Here are some of my key takeaway “reasons to be excited” from the last few days:
- Cross-functional, cross-discipline, cross-industry collaboration — More than anything else, I was happily surprised and encouraged by the level of collaboration I saw at the conference. Whether people were there mainly to learn or to impart lessons learned, the sharing was contagious. Each of us was coming at these problems from slightly different angles with slightly different backgrounds. Through open sharing, these unique perspectives bring a much more holistic view to the problems. And, I may have an answer for what you are seeing, and you for me. If this trend continues, I’m confident we’ll work our way through the problems.

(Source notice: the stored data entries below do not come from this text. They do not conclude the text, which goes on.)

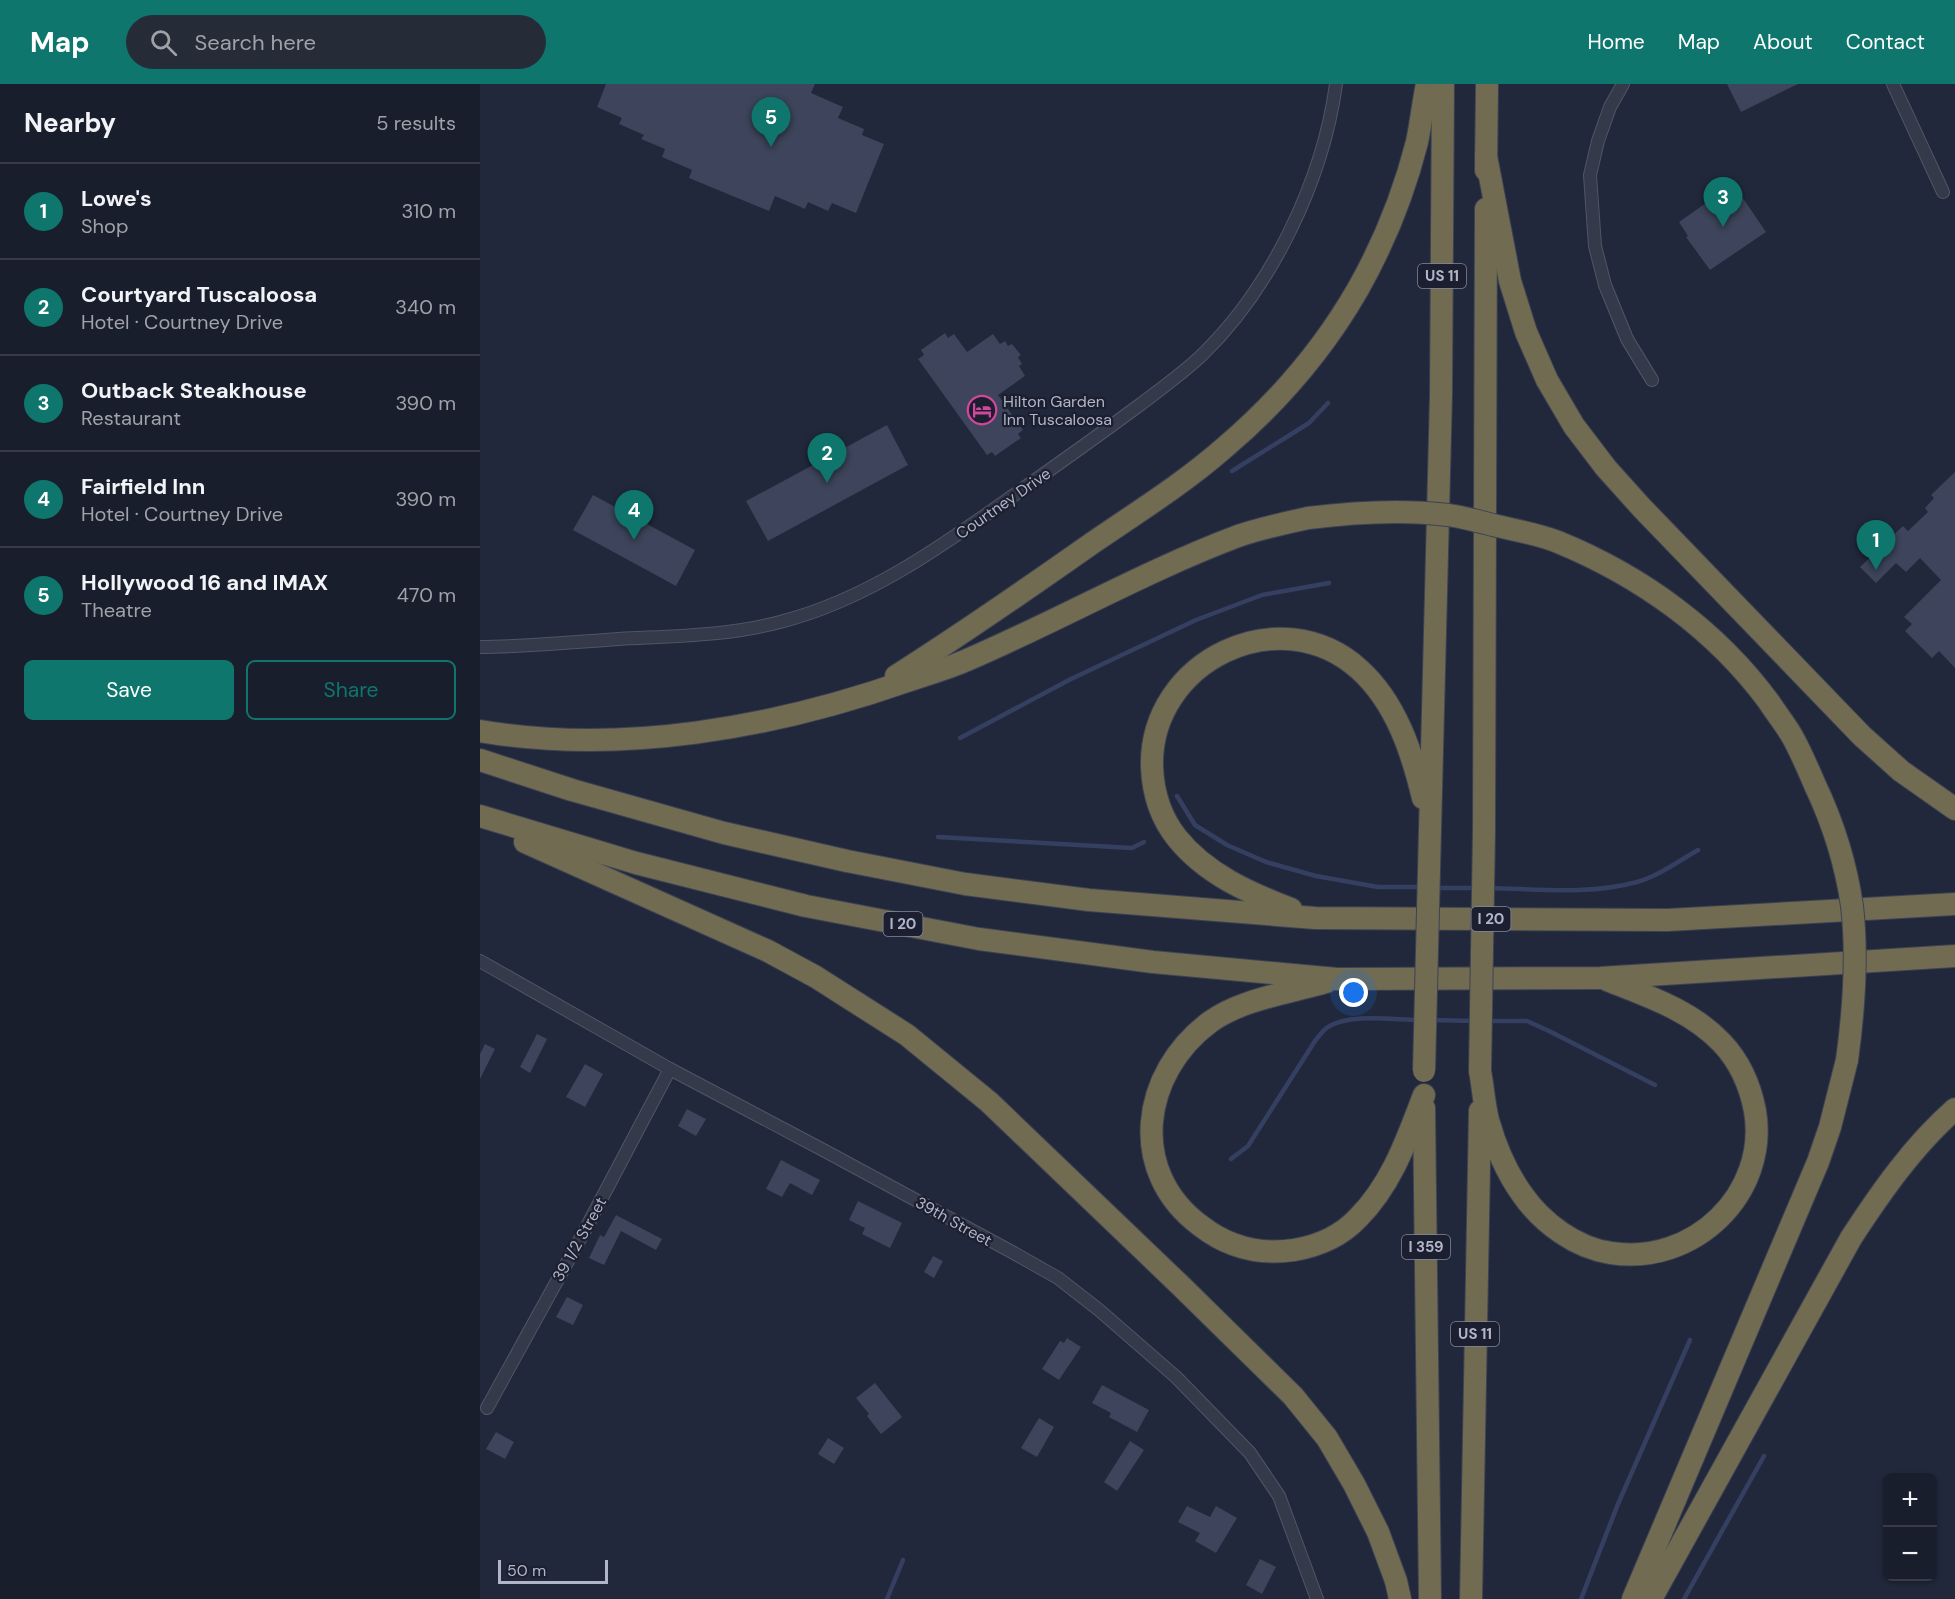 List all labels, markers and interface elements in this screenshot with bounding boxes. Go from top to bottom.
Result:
search box [126,15,546,69]
text: Map [30,24,90,61]
icon: search [147,26,180,59]
text: Search here [195,28,316,57]
text: Home [1587,28,1645,56]
text: Map [1678,28,1720,56]
text: About [1753,28,1813,56]
text: Contact [1846,28,1925,56]
pin: 5 [752,98,790,147]
text: Nearby [24,106,116,140]
text: 5 results [376,110,456,136]
pin: 3 [1704,178,1742,227]
text: Lowe's [81,184,152,213]
text: 1 [40,198,47,224]
text: 310 m [401,198,456,224]
text: Shop [81,213,128,239]
road number: US 11 [1418,264,1466,288]
text: Courtyard Tuscaloosa [81,280,317,309]
text: 2 [38,294,49,320]
text: 340 m [395,294,456,320]
text: Hotel · Courtney Drive [81,309,283,335]
text: Outback Steakhouse [81,376,307,405]
text: 3 [37,390,50,416]
text: 390 m [395,390,456,416]
place label: Hilton Garden Inn Tuscaloosa [1003,391,1112,430]
hotel icon: Hilton Garden Inn Tuscaloosa [966,394,998,426]
text: Restaurant [81,405,181,431]
pin: 2 [808,434,846,483]
street label: Courtney Drive [952,463,1055,544]
text: Fairfield Inn [81,472,205,501]
text: 4 [37,486,50,512]
text: 390 m [395,486,456,512]
pin: 4 [614,490,654,540]
text: Hotel · Courtney Drive [81,501,283,527]
pin: 1 [1856,520,1896,570]
text: Hollywood 16 and IMAX [81,568,328,597]
text: 5 [37,582,50,608]
text: 470 m [397,582,456,608]
text: Theatre [81,597,152,623]
button: Save [24,660,234,720]
button: Share [246,660,456,720]
road number: I 20 [1472,907,1510,931]
road number: I 20 [884,912,922,936]
your location [1339,978,1368,1007]
street label: 39th Street [912,1192,996,1251]
street label: 39 1/2 Street [548,1193,611,1285]
road number: I 359 [1402,1235,1450,1259]
road number: US 11 [1451,1322,1499,1346]
map controls [1883,1473,1937,1581]
button: + [1883,1473,1937,1527]
button: − [1883,1527,1937,1581]
scale bar [498,1557,608,1584]
text: 50 m [507,1560,546,1581]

- People are integral to success — As I noted in a recent article, people and process are complimentary. With Big Data, it’s so easy to get caught up in… well… the data. We can’t forget the people component. As part of solving the Big Data problems, a more comprehensive approach to not only develop new talent, but also to support and improve existing people and the processes that support them is needed. It was clear from the discussions this issue is clearly recognized and people are working to address it already.
- HPC and Big Data are becoming BFFs — That’s right, best friends forever. While I don’t think either will ever subsume the other (just as with HPC and Cloud), there is much to be learned by each from the other. For a conference dedicated to Big Data, HPC was constantly part of the discussion as a needed underlying technology. We still have a way to go before this union is finalized. We’re still trying to figure out how to make it work. However, we’re on the road and know where we need to go. Both technologies will be supporting the other.
So, all in all, it was a great conference with a wonderful front seat window view into the exciting vista of the future. It’s going to be a fun and exciting ride.